**TASK STATEMENT:** Only the pictures should be left out; write out all other data exactly.
(DATASET RECORDS Opens)
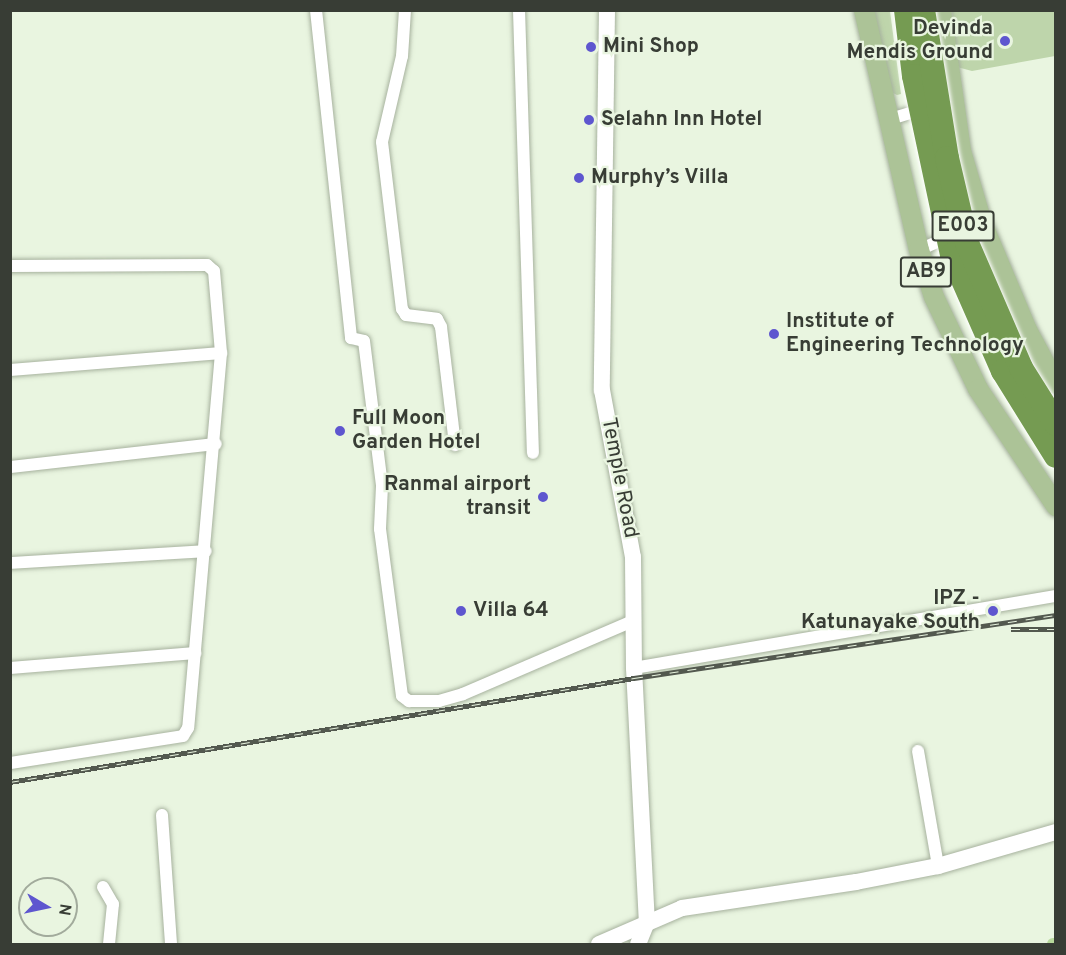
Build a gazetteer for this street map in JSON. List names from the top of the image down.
{
  "streets": {
    "highway": ["E003"],
    "main road": ["AB9"],
    "street": ["Temple Road"]
  },
  "places": [
    "Devinda Mendis Ground",
    "Mini Shop",
    "Selahn Inn Hotel",
    "Murphy’s Villa",
    "Institute of Engineering Technology",
    "Full Moon Garden Hotel",
    "Ranmal airport transit",
    "Villa 64",
    "IPZ - Katunayake South"
  ],
  "north": "right"
}
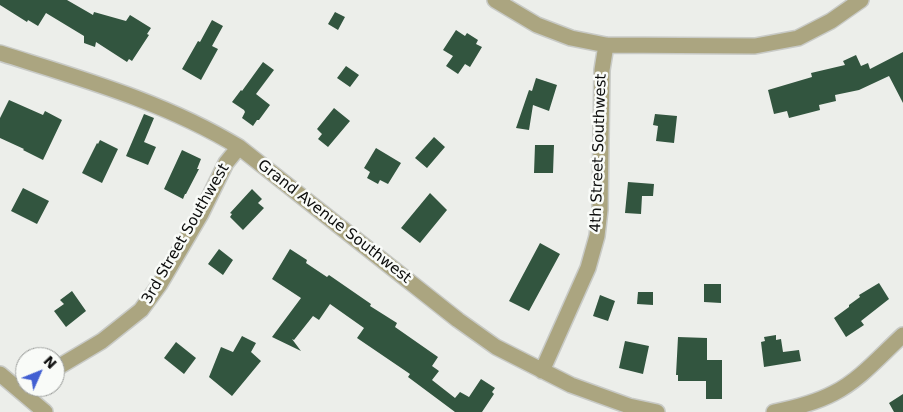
(DATASET RECORDS Closes)
**OUTPUT BELOW:**
Build a gazetteer for this street map in JSON. List names from the top of the image down.
{
  "streets": {
    "highway": ["E003"],
    "main road": ["AB9"],
    "street": ["Temple Road"]
  },
  "places": [
    "Devinda Mendis Ground",
    "Mini Shop",
    "Selahn Inn Hotel",
    "Murphy’s Villa",
    "Institute of Engineering Technology",
    "Full Moon Garden Hotel",
    "Ranmal airport transit",
    "Villa 64",
    "IPZ - Katunayake South"
  ],
  "north": "right"
}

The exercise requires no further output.